### Task details:
Repeat nothing but the lines below running from the one containing "Map reading. Give" to the one containing "Task: Read this". Keep both end lines.

### Data to process:
#####
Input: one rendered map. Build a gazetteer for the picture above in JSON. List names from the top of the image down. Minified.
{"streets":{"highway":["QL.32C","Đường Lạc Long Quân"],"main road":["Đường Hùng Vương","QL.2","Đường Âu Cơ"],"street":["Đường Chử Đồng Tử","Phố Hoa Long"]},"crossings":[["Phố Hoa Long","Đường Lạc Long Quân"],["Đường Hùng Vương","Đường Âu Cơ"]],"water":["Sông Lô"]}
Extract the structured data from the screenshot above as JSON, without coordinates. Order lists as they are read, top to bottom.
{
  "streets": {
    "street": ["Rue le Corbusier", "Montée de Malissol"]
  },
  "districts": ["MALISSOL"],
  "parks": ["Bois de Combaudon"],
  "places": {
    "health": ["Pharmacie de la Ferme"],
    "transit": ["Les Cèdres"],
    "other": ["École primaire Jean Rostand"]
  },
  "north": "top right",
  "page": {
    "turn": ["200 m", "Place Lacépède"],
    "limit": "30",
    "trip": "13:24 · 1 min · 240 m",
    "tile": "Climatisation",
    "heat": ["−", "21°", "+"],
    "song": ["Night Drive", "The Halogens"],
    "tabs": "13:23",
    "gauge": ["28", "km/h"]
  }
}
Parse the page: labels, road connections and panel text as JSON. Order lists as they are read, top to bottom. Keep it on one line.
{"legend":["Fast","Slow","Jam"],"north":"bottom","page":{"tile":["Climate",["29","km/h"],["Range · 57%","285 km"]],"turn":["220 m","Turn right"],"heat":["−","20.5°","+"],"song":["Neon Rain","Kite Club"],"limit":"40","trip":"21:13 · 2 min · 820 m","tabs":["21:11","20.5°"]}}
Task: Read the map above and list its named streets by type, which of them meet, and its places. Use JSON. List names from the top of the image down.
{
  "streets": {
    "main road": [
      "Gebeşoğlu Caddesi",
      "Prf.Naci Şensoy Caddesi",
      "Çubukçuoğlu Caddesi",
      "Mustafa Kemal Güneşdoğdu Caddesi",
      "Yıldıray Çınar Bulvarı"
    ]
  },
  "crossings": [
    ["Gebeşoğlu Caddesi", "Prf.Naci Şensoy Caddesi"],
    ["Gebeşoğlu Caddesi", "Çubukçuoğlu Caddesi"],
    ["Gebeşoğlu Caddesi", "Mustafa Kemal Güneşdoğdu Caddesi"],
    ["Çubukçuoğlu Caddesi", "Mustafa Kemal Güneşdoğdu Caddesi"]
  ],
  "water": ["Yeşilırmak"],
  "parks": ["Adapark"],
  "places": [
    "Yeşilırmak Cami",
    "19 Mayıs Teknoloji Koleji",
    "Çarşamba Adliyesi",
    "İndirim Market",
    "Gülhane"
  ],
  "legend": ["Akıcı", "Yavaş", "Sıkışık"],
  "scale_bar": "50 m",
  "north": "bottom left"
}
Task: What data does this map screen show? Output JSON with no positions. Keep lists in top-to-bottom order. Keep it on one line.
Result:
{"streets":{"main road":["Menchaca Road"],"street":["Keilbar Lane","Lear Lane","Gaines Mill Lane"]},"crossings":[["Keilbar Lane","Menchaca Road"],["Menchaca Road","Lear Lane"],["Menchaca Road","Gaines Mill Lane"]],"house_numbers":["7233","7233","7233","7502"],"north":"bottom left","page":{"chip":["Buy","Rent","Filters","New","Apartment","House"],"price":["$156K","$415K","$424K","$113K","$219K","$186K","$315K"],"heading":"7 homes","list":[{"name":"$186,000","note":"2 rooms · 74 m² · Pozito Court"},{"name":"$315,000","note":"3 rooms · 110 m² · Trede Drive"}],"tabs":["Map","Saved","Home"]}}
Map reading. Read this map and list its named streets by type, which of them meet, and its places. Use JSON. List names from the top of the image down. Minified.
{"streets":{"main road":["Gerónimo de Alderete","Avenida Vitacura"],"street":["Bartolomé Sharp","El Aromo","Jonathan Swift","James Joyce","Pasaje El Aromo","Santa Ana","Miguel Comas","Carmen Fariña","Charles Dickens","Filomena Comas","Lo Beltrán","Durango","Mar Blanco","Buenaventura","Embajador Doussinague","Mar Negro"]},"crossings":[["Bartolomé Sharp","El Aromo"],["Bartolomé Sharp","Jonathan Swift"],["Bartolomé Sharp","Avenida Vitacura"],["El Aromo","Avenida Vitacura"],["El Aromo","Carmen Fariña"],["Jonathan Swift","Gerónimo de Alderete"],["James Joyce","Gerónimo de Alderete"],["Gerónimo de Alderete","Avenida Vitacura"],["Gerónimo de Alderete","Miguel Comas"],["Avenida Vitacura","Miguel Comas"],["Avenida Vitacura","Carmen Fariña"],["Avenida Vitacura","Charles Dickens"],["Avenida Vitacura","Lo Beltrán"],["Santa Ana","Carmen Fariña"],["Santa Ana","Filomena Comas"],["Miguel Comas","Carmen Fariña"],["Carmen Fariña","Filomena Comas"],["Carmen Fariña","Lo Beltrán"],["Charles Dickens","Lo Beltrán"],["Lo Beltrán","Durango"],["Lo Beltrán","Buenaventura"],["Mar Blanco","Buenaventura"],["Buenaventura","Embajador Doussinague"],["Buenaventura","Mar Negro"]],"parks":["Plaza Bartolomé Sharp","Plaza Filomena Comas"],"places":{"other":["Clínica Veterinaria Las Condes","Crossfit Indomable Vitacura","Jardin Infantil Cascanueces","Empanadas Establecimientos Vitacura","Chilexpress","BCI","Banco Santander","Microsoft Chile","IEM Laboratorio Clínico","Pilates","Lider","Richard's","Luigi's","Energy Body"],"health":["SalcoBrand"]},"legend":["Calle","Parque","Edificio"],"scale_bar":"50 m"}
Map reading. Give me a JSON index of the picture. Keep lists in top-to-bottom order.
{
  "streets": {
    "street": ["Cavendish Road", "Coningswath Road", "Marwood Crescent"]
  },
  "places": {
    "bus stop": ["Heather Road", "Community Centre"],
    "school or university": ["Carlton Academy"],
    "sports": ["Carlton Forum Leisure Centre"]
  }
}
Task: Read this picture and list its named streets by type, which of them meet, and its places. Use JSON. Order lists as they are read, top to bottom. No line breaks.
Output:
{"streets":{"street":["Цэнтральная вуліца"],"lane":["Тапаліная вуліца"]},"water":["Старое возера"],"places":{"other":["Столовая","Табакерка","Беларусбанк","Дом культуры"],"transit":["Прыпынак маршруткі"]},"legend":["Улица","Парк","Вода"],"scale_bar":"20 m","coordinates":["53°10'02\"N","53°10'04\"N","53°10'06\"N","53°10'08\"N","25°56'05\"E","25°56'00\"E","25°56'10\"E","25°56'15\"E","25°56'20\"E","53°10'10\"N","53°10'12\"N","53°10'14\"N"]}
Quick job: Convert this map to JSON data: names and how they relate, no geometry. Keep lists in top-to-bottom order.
#####
### Output of the exercise:
Map reading. Give me a JSON index of the picture. Keep lists in top-to-bottom order.
{
  "streets": {
    "street": ["Cavendish Road", "Coningswath Road", "Marwood Crescent"]
  },
  "places": {
    "bus stop": ["Heather Road", "Community Centre"],
    "school or university": ["Carlton Academy"],
    "sports": ["Carlton Forum Leisure Centre"]
  }
}
Task: Read this picture and list its named streets by type, which of them meet, and its places. Use JSON. Order lists as they are read, top to bottom. No line breaks.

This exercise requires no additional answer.